L’assurance santé animale : la demande va-t-elle exploser ?

Sous ce titre détonnant, se cache une réflexion de fond sur le « non-démarrage » de l’assurance santé chien chat ou mutuelle animale en France que nous vous invitons à lire.

En tant que courtier sur ce marché depuis 2006 avec www.assuranceschiens.com ou GeFi Pet Insurance, nous ne pouvions qu’être d’accord avec Laurent Lazard, rédacteur de cette tribune Linkedin, sur beaucoup de points :

– Le potentiel français, d’assurés à une mutuelle chien ou chat, est important : plus de 65 millions, avec un parc d’animaux assurés qui serait de l’ordre de 5%. Oui et non. Cela nous paraît exagéré car 5% c’est environ 3.250.000 contrats. Nous pensons que le potentiel est surestimé. Beaucoup de contrats refusent les animaux de plus de 5 ans ou 8 ans ; les animaux non tatoués ou les chiens « dangereux ». Côté félin, un nombre important de chats ne sortent jamais du domicile du propriétaire. Ce qui est sûr, c’est que le nombre de contrats souscrits en assurance santé animale augmente régulièrement mais pas assez vite au regard du nombre d’animaux domestiques chien ou chat achetés chaque année.

– Frein à cause de notre SS. En effet, le principe de notre sécurité sociale a habitué les français à ne pas avancer d’argent pour régler des soins médicaux. Et plus de 95% des mutuelles canines ou félines du marché remboursent, après règlement du propriétaire des frais vétérinaires, sur factures. Deux raisons à cela : les assureurs (et courtiers avec délégation) prennent moins de risque (non automatique et analyse les factures après soins), la fraude est plus facilement détectable. Il y a aussi un « frein » côté vétérinaires pour des raisons d’éthique (libre choix du vétérinaire et ouvert à tout le monde) et de remboursements. En effet, si tiers payant, il sera « privé » c’est-à-dire non universel (sauf décision d’état). Cela veut aussi dire que les assureurs risquent de mettre en place des plafonds ou forfaits comme en santé humaine.

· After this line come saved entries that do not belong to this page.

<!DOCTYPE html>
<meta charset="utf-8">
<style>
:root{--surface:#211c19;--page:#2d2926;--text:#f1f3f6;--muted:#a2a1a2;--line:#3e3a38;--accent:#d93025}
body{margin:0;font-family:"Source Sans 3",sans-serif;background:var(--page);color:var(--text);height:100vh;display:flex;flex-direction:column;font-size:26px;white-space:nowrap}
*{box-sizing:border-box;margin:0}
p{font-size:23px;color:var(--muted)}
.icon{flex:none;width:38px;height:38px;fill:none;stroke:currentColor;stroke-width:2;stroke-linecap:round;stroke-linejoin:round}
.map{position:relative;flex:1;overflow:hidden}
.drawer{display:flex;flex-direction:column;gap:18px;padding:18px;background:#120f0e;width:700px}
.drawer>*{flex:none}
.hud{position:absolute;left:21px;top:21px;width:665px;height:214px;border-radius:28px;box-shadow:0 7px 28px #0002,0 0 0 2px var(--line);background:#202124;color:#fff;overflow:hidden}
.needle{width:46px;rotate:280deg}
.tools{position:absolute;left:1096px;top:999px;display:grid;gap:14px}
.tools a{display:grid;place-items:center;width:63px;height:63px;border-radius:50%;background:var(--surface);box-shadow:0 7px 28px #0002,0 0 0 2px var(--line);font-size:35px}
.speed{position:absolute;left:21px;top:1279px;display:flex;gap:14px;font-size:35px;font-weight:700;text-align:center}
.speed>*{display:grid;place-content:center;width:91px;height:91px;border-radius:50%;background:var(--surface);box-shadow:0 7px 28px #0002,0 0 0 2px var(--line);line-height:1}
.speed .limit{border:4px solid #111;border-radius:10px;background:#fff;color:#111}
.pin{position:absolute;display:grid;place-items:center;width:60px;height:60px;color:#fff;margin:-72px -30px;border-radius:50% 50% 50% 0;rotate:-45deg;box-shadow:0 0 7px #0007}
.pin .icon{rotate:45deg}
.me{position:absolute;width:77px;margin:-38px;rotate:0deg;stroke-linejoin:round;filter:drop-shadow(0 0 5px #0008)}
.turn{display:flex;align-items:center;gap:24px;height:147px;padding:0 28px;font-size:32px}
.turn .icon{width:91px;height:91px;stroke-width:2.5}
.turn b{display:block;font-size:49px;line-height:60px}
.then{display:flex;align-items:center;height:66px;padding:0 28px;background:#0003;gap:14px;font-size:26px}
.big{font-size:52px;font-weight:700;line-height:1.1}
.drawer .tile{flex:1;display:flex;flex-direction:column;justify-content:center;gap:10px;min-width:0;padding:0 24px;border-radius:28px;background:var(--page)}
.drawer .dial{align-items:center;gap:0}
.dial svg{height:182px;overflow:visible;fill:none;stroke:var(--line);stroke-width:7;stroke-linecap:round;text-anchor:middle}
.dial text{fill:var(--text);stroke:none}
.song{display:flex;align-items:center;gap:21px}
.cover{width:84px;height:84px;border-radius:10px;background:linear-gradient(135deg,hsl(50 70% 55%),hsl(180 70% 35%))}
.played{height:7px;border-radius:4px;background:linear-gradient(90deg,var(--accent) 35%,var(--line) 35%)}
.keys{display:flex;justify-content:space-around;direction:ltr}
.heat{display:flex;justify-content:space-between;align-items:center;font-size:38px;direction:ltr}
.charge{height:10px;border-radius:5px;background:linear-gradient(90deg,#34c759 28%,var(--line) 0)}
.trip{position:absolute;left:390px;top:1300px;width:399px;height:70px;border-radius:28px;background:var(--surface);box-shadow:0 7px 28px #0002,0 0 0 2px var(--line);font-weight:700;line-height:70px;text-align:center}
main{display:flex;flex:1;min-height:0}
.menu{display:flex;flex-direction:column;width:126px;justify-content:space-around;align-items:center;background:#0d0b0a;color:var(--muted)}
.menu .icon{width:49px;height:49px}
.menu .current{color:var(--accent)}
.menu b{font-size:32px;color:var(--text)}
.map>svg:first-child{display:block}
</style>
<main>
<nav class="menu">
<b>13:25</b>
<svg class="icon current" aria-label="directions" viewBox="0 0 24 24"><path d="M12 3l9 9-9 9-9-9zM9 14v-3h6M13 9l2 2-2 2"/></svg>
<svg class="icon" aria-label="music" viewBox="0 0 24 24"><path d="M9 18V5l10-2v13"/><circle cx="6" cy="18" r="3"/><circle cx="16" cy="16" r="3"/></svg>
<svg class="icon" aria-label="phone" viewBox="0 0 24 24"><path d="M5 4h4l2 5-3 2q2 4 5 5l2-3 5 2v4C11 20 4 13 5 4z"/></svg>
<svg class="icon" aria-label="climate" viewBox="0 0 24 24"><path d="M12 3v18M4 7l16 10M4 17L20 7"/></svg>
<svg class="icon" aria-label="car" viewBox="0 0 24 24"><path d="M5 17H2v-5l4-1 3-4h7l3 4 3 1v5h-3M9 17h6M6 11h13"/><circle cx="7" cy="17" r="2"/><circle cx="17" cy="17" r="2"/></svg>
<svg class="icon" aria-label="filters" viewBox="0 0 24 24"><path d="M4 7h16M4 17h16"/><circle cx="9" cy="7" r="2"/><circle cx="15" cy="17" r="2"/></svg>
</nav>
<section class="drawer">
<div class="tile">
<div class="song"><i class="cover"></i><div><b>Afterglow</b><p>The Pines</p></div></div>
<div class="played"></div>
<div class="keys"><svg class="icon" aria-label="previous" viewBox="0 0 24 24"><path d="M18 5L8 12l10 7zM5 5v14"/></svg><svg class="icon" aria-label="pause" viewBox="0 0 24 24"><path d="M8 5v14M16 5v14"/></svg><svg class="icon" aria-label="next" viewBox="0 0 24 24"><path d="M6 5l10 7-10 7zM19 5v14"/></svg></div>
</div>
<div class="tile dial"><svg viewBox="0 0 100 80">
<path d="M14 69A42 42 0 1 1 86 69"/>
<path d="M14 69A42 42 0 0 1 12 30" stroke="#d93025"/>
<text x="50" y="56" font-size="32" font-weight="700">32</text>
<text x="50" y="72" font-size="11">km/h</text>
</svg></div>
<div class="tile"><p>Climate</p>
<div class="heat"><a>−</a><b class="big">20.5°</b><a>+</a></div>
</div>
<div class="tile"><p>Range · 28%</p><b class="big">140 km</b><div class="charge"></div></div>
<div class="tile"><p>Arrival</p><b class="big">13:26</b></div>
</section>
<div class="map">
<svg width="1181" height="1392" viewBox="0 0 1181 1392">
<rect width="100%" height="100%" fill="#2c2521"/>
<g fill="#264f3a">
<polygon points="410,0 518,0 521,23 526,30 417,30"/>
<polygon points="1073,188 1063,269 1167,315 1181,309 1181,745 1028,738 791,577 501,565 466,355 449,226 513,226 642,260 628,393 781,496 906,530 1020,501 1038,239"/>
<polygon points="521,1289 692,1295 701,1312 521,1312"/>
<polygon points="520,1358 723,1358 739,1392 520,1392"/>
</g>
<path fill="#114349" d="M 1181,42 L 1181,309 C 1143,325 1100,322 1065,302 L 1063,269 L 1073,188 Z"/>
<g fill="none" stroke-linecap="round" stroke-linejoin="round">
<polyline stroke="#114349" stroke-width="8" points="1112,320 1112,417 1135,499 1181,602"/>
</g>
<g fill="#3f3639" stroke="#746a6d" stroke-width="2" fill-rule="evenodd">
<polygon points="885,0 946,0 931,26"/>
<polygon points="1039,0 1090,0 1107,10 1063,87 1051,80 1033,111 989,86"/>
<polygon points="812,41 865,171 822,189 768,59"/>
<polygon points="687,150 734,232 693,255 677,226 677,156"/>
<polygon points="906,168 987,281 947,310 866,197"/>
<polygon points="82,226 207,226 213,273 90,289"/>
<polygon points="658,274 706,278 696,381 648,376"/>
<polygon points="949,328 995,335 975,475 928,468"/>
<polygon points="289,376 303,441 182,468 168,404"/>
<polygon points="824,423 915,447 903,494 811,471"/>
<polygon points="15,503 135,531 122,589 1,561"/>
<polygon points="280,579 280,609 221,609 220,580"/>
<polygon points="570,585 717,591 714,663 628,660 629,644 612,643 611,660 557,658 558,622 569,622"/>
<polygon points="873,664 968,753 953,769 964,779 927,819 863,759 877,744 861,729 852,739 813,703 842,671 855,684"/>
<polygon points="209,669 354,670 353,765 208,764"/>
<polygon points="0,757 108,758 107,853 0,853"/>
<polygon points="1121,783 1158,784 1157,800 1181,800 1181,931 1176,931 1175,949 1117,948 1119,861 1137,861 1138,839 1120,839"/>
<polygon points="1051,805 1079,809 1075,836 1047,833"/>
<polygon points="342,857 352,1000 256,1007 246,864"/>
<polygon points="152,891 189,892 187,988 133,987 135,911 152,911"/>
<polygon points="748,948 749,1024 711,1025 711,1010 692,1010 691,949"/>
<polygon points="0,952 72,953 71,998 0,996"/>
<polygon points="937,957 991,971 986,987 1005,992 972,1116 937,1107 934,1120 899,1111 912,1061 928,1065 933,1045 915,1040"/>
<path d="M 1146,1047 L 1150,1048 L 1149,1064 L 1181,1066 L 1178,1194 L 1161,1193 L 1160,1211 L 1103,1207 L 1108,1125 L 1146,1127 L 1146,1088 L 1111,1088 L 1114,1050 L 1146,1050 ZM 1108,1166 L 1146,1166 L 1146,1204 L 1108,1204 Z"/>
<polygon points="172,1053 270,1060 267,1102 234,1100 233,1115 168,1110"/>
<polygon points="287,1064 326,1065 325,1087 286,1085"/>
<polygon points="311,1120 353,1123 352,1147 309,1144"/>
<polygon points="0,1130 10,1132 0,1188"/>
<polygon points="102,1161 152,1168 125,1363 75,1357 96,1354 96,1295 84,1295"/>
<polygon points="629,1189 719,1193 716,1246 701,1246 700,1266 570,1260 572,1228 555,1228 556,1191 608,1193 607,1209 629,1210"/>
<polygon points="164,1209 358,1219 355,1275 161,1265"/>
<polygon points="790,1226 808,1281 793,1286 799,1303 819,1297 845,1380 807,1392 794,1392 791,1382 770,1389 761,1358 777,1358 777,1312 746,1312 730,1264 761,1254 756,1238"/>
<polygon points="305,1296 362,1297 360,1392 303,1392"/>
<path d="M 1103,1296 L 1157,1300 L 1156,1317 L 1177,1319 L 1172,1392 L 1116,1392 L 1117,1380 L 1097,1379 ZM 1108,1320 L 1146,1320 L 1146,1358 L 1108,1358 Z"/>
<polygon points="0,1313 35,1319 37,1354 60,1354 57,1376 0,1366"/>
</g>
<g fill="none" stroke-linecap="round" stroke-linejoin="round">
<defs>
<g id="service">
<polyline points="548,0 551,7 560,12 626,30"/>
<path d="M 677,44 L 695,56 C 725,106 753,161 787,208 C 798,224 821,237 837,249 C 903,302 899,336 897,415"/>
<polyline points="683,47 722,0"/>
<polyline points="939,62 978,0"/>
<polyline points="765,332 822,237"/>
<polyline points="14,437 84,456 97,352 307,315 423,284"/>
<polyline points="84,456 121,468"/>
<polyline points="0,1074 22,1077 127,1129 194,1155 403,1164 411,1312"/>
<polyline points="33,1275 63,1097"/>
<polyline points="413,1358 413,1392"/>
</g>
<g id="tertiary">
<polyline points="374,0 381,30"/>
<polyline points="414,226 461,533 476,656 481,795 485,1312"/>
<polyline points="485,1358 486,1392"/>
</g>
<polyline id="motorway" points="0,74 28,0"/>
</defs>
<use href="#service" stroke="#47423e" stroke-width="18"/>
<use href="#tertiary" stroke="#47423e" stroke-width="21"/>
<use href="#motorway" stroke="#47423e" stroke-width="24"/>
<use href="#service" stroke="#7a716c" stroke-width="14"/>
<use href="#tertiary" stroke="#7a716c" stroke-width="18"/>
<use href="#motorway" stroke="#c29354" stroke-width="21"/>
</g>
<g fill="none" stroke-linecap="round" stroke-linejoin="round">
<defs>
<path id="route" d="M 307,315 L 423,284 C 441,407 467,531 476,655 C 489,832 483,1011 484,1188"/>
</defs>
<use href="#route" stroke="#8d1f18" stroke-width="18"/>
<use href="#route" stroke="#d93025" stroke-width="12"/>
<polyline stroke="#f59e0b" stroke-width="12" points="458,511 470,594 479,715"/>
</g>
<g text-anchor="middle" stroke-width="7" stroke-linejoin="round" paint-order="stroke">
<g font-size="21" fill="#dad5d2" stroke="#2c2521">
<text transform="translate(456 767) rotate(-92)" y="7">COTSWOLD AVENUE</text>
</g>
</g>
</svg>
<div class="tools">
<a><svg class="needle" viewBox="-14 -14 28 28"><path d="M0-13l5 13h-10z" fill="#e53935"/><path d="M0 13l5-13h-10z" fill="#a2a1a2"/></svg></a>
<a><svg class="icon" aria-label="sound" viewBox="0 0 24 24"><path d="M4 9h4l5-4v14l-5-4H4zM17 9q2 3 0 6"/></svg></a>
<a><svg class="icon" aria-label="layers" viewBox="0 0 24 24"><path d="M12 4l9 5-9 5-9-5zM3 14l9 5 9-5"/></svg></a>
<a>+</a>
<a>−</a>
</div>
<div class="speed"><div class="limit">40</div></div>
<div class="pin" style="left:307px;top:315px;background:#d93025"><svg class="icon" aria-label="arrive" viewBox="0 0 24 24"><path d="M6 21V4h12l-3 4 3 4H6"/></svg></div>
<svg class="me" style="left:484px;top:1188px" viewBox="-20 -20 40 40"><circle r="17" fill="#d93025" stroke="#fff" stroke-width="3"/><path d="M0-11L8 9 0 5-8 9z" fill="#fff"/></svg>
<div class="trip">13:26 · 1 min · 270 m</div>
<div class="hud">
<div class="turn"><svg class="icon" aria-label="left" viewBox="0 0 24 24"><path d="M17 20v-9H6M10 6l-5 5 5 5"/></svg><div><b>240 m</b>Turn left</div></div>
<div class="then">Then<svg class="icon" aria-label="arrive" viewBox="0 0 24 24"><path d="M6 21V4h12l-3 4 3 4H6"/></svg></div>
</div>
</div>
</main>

GeFI Pet Insurance a travaillé sur cette idée il y a quelques années. Mais devant les difficultés annoncées, on a préféré stoppé. Le marché n’était peut-être pas encore mature. Mais le projet peut-être ressorti. Une banque propose, si vous êtes client, d’avancer les frais pour vous. Autre idée.

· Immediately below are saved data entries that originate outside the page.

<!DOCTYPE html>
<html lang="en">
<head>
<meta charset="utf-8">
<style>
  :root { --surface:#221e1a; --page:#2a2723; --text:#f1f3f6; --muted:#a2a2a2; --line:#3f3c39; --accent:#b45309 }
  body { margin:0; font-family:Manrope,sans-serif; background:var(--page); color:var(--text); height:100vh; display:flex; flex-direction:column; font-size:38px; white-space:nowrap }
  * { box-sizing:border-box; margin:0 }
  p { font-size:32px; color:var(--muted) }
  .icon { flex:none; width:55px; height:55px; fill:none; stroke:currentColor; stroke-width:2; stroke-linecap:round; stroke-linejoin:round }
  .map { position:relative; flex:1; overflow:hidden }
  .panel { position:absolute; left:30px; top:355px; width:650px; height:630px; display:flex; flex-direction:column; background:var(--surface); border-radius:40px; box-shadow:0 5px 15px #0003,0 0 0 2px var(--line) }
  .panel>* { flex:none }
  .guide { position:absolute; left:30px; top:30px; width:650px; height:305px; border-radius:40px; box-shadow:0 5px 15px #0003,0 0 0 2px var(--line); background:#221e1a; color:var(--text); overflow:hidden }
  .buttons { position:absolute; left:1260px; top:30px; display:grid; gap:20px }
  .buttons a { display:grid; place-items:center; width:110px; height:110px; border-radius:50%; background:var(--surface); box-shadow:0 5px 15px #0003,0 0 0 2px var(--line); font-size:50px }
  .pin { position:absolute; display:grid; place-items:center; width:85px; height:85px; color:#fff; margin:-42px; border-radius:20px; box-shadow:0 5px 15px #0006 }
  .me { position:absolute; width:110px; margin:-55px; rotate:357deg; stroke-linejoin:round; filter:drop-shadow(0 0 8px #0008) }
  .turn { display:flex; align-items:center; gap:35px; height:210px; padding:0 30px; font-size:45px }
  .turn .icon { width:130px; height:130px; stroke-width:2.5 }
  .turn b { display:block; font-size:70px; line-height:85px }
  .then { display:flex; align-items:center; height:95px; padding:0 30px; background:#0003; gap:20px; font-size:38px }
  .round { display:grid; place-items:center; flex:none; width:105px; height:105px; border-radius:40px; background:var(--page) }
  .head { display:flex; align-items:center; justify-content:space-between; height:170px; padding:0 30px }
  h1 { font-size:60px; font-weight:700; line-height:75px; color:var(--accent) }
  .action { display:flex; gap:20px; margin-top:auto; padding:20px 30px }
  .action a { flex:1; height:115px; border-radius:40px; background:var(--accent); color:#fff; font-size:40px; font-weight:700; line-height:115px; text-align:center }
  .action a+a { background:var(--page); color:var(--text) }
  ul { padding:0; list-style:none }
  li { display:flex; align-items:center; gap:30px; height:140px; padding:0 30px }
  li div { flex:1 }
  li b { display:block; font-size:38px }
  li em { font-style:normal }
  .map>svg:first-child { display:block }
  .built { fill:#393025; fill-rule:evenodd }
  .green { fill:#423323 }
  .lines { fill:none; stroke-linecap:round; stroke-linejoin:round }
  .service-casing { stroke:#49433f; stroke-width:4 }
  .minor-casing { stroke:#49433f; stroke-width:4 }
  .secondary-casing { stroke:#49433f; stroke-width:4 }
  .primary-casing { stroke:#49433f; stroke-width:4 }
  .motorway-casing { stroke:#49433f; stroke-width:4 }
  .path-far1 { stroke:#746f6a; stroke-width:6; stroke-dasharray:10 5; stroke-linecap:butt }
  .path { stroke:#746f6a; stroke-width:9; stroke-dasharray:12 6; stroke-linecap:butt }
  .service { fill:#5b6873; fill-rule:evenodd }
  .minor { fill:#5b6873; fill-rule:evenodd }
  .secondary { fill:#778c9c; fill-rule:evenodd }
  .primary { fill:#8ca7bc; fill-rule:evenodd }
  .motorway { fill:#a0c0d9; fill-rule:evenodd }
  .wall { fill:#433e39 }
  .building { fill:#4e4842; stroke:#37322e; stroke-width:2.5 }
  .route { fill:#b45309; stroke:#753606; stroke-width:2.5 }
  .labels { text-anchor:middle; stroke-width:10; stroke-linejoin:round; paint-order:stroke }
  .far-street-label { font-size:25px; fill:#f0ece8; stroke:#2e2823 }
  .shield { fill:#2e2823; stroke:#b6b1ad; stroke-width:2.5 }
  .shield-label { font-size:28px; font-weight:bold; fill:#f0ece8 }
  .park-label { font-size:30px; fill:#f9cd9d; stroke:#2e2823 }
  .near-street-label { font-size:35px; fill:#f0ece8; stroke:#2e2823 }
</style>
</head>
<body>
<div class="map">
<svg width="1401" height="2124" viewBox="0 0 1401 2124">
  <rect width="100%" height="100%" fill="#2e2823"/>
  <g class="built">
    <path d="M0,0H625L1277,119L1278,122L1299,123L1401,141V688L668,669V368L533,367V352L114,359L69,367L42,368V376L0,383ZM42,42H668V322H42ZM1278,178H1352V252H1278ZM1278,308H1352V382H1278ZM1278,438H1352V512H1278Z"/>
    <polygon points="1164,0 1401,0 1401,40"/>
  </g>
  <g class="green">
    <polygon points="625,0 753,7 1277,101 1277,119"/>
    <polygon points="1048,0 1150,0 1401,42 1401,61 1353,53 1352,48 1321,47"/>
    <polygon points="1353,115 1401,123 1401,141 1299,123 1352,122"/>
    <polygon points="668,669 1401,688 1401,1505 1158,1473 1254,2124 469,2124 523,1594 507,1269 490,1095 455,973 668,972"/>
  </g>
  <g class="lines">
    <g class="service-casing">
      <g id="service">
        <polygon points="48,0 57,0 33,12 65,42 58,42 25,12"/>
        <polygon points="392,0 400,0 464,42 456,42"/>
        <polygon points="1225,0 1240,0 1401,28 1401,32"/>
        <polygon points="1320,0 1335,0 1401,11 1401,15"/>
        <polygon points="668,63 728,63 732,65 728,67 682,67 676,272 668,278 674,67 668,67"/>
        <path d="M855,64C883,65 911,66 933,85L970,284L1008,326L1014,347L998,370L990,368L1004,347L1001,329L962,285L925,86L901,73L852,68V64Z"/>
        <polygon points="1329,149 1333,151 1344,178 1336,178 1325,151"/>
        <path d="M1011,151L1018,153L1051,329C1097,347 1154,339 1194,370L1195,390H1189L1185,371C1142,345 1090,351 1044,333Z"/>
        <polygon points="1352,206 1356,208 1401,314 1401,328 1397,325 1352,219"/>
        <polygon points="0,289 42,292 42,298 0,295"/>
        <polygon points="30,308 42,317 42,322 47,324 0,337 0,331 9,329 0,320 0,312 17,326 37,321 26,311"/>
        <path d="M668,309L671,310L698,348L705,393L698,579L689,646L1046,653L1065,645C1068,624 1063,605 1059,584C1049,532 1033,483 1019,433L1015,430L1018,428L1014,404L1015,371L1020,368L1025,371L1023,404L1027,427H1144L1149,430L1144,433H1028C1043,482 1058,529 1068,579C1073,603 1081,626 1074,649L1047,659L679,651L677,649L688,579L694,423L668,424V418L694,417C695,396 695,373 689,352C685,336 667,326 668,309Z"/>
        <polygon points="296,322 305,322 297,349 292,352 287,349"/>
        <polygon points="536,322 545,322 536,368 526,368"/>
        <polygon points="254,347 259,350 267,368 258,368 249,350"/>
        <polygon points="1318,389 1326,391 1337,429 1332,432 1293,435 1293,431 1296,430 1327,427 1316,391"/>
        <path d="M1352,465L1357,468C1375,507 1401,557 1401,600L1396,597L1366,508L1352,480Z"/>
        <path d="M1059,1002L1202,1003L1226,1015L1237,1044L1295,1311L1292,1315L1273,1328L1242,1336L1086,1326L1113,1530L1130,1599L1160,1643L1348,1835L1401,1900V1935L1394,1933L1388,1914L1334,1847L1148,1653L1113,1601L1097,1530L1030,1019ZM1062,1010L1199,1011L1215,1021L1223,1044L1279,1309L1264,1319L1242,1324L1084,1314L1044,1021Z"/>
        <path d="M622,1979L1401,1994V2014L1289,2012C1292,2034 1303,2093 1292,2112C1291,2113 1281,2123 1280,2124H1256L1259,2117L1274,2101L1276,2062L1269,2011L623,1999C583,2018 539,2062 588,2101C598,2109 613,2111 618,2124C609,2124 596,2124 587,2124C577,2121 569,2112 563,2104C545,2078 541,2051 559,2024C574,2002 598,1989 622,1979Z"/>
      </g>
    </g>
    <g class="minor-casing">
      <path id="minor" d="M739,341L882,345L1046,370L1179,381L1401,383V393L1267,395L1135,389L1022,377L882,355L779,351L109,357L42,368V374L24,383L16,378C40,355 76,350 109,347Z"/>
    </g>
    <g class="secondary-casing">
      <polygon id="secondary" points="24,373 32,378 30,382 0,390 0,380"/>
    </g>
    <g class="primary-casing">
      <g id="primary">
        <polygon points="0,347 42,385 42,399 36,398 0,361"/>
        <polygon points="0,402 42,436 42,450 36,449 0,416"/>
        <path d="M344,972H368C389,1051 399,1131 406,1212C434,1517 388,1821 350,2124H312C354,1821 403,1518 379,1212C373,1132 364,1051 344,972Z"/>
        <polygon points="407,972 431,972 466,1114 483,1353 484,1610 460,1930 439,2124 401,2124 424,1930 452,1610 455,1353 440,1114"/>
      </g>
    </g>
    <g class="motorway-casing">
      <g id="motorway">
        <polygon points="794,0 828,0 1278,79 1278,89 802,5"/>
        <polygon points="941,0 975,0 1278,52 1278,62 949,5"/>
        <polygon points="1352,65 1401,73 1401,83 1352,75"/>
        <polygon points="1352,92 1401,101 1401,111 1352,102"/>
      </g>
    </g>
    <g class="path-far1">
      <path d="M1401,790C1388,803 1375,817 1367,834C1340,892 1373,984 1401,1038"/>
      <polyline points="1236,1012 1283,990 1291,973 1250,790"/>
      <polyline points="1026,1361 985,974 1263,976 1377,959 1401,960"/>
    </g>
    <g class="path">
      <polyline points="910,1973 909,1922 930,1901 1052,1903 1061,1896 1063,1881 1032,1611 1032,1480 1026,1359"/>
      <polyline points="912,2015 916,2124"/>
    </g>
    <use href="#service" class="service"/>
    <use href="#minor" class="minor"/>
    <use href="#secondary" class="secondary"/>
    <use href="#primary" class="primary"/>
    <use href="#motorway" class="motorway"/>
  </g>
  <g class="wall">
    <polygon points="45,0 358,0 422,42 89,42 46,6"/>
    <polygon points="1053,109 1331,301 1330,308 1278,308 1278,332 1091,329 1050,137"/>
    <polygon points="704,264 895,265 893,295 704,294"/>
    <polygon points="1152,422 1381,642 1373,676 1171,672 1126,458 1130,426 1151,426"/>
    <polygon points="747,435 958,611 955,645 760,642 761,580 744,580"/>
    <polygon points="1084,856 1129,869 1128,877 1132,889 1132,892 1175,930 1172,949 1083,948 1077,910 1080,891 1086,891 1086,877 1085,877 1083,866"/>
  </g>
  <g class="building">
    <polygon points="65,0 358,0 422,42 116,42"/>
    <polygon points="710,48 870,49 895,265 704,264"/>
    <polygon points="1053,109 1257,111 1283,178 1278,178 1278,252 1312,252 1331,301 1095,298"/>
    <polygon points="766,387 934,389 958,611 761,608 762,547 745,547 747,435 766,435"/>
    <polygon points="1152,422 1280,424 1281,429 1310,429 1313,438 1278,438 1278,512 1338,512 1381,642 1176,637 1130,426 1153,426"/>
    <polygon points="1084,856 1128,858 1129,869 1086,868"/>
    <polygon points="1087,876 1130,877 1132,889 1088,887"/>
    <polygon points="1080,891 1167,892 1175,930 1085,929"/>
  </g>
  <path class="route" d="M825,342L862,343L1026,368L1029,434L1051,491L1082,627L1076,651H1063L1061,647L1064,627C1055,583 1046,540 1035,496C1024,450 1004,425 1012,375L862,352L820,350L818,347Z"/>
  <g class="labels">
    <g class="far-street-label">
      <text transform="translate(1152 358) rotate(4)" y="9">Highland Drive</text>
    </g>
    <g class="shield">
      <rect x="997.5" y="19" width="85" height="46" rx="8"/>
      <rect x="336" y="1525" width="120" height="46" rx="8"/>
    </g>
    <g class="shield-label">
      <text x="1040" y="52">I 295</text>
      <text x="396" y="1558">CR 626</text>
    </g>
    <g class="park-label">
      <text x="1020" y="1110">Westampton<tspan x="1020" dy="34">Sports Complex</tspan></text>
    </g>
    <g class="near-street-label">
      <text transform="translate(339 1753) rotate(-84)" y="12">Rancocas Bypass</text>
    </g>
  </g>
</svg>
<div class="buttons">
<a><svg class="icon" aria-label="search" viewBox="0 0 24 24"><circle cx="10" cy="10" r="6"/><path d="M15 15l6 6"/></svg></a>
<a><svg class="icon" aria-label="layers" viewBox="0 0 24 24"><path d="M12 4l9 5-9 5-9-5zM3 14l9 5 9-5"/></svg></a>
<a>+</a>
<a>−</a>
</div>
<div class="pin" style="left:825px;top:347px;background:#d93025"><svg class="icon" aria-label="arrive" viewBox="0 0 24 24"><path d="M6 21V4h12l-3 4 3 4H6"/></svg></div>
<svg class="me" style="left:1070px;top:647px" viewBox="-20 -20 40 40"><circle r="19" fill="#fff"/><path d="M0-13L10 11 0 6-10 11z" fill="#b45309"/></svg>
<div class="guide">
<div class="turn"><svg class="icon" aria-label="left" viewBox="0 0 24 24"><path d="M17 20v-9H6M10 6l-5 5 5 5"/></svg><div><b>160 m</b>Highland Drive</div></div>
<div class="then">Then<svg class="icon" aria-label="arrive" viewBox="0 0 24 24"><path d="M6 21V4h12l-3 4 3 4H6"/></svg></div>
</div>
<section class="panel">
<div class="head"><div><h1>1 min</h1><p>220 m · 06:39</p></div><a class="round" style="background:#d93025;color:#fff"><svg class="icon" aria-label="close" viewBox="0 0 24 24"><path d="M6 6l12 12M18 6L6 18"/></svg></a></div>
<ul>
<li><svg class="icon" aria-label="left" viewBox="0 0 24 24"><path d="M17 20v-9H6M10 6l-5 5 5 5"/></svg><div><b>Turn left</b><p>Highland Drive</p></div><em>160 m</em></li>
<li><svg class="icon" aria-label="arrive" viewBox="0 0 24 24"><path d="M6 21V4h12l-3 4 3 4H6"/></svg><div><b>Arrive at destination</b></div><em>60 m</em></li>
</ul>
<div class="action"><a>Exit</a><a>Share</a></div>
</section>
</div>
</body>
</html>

– Proposer d’autres garanties et services. Un certain nombre d’idées existent sur le marché comme l’assurance parachute pour chat, le pack prévention, l’assistance propriétaire en cas d’accident, la médaille connectée,… Les offres restent classiques mais il faut qu’on travaille d’abord sur une meilleure connaissance de l’assurance animale par les propriétaires d’animaux jeunes qui recherchent d’abord un bon prix avec des garanties claires. C’est d’abord de la communication.

– Le coût des soins vétérinaires va continuer d’augmenter car la profession se modernise (IRM, scanner dédié, opération de la cataracte), investit dans les cliniques (ou cabinets) pour proposer des soins de qualité dans des locaux encore plus adaptés. L’assurance va avoir de plus en plus son rôle à jouer car elle permettra au plus grand nombre d’avoir accès à l’ensemble des soins (au lieu de refuser car trop onéreux).